Çok genel anlamda özelliği böyle olan bu özel savaş rejimi, şüphesiz derin çelişkilerle karşı karşıya olmak kadar esas aldığı ideoloji, politikalar ve çarpıcı uygulamaları bütün yönleriyle değerlendirilmeden ve en önemlisi de buna karşı yürütülecek mücadeleyi ideolojik olduğu kadar pratik yönleriyle çok sağlam esaslara indirgemeden karşı çıkmak, hele hele başarmak, çok zordur.

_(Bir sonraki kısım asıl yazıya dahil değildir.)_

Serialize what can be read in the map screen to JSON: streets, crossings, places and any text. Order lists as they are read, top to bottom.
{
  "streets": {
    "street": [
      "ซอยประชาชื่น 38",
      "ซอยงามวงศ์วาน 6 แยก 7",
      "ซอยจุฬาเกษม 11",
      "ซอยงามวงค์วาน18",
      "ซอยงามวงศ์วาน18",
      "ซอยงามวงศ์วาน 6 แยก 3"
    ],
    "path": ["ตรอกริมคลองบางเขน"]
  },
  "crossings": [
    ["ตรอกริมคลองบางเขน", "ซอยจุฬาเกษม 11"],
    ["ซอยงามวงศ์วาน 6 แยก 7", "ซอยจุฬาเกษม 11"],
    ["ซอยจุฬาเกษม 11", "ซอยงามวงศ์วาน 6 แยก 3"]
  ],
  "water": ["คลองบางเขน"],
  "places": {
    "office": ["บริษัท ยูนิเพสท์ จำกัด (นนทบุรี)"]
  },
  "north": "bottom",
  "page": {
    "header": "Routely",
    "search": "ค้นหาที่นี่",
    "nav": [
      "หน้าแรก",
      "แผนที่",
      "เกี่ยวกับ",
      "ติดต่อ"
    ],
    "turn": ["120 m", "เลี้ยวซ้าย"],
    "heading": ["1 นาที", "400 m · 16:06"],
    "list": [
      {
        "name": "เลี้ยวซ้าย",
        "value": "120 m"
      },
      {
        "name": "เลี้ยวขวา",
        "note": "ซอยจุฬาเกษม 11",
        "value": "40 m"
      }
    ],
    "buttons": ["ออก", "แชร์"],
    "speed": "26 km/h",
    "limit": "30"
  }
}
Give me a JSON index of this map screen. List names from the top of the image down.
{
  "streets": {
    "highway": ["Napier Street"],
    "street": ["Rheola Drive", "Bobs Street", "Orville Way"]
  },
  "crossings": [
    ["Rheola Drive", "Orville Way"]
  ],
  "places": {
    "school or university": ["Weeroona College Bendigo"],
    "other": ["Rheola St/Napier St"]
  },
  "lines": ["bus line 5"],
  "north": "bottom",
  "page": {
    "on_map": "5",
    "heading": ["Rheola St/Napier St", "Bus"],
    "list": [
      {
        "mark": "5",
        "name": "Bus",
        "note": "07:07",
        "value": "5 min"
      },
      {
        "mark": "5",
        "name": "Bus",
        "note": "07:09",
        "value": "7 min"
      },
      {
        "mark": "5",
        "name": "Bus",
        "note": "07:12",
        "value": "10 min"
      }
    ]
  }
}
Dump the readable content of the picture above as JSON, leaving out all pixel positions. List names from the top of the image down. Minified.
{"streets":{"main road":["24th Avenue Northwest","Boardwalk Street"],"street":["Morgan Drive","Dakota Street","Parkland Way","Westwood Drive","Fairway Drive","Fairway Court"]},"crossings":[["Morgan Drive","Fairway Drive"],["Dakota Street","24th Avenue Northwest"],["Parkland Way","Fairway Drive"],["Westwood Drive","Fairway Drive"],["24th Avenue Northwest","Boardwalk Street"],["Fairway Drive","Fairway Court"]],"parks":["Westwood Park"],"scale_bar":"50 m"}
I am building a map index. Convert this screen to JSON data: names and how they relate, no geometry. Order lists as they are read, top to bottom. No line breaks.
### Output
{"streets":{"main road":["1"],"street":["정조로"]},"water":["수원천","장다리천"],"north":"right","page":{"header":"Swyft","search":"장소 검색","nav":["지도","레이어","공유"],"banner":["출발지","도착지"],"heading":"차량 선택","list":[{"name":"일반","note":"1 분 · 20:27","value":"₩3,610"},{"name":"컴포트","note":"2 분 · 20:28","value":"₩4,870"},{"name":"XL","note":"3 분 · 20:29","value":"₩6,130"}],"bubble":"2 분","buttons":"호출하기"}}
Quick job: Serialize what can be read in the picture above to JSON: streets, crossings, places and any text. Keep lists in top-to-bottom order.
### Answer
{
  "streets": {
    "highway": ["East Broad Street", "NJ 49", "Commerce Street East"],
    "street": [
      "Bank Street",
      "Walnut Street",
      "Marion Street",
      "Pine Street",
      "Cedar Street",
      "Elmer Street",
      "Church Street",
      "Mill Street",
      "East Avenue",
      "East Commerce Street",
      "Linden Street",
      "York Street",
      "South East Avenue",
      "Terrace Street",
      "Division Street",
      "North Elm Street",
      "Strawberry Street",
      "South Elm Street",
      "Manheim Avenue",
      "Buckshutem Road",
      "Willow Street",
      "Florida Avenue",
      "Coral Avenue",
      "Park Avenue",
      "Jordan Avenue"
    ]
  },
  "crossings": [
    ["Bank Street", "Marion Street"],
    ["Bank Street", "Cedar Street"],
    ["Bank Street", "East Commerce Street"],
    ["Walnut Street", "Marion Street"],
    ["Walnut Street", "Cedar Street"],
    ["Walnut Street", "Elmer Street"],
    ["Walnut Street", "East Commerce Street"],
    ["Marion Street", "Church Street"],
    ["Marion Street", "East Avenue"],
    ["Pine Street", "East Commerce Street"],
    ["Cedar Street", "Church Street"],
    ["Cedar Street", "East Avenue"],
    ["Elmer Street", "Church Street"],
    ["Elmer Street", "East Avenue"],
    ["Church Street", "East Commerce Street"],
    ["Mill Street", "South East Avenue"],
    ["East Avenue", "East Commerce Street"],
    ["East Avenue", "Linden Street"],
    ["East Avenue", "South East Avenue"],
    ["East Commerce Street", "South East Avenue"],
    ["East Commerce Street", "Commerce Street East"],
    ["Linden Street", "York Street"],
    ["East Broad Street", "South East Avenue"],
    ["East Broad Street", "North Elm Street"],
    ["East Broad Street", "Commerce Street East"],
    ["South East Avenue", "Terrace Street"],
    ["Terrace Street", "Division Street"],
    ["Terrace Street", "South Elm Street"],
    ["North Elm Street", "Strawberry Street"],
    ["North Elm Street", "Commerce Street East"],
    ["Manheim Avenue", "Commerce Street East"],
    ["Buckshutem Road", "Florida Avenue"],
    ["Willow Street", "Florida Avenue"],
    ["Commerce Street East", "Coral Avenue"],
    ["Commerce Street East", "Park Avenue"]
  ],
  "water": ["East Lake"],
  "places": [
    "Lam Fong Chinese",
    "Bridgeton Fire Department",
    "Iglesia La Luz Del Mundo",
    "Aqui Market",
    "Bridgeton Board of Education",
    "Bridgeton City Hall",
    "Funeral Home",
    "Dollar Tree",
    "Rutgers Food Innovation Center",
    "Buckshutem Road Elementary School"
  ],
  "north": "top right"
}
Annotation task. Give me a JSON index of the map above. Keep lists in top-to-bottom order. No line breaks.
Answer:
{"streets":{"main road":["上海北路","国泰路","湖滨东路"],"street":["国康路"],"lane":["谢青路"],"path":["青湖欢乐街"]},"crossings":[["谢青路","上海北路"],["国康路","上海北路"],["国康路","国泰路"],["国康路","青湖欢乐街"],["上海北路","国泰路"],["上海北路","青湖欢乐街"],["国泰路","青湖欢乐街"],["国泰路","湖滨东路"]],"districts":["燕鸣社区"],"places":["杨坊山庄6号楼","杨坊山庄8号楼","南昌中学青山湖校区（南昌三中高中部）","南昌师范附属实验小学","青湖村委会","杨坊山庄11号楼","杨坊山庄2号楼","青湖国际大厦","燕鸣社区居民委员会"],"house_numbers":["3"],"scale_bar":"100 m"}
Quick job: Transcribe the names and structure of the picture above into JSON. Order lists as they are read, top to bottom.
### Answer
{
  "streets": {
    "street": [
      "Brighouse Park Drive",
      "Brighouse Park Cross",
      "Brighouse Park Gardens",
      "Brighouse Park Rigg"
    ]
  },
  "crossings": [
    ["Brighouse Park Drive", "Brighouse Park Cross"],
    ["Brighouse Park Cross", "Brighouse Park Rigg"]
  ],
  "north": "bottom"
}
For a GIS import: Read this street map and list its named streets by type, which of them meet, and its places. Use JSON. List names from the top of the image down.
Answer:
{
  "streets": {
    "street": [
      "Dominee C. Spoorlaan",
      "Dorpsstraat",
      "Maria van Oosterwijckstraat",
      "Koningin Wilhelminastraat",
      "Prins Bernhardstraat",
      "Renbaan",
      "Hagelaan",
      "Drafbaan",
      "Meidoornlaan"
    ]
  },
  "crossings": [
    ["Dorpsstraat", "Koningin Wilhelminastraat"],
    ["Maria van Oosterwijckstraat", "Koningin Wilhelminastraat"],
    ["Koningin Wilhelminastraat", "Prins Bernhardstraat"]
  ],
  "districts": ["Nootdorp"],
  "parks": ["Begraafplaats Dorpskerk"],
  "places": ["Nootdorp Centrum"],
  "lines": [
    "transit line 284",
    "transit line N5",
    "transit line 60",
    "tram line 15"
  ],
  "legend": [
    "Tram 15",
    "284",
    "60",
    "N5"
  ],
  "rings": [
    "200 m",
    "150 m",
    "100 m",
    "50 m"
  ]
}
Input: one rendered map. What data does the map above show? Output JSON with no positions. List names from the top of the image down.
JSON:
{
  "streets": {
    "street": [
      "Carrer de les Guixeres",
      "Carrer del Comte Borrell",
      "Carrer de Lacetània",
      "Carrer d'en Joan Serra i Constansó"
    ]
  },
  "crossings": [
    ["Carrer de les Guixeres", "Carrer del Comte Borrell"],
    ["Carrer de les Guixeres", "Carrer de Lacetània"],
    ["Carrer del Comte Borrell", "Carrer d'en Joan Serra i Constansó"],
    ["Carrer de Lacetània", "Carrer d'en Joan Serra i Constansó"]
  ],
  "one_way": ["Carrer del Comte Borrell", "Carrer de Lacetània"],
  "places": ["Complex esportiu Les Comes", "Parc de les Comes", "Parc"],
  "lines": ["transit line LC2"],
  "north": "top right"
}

Yıllardır bu özel savaş rejimini çözmeye, çözümlemeye çalışıyorum. Sıkça güncelleştirilmiş biçimleriyle de onu daha anlaşılır kılmaya özen gösteriyoruz. Bu, şunun için büyük önem taşıyor; bir savaşı verenler karşısına aldıkları savaş gücünü tüm yönleriyle tanımadan ona karşı etkili taktikleri ortaya koyamadıkları gibi vahşice kurbanı olmaktan da kendilerini kurtaramazlar. Çok somut olarak söylenmek istenirse; hem çok ideolojik ve hem politik, örtülü olduğu kadar açık, kültürel-moral düzeyi tümüyle kapsamına aldığı hatta dini, sporu, sanatı bütünüyle özel savaşımın bir gizli örgütlenmesi gibi dayatması ve tüm bu örtü altında çok acımasız işkenceli askeri şiddetin sınırsız, hatta kendi devletinin içinde bile bir çeteleşmeyi bütün bir hukukun kurallarını çiğneyecek bir biçimde yaygınlaştırılması, ne tür bir özel savaşın örgütlendiğini çok tehlikeli bir biçimde ortaya koymaktadır. Hatta dünyanın bile hem anlamakta güçlük çektiği, hem de “Nasıl oluyor” sorusuna hayretlerle veya öfkelerle, -ki buna müttefikleri de dahil- son derece tehlikeli buldukları bir şiddet rejimiyle karşı karşıya olduklarını görmeleri söz konusudur. Kendini derin devlet biçiminde oldukça örgütlemek kadar, kural tanımayan çeteleşmeyi de bizzat bu derin devlet geliştirmektedir.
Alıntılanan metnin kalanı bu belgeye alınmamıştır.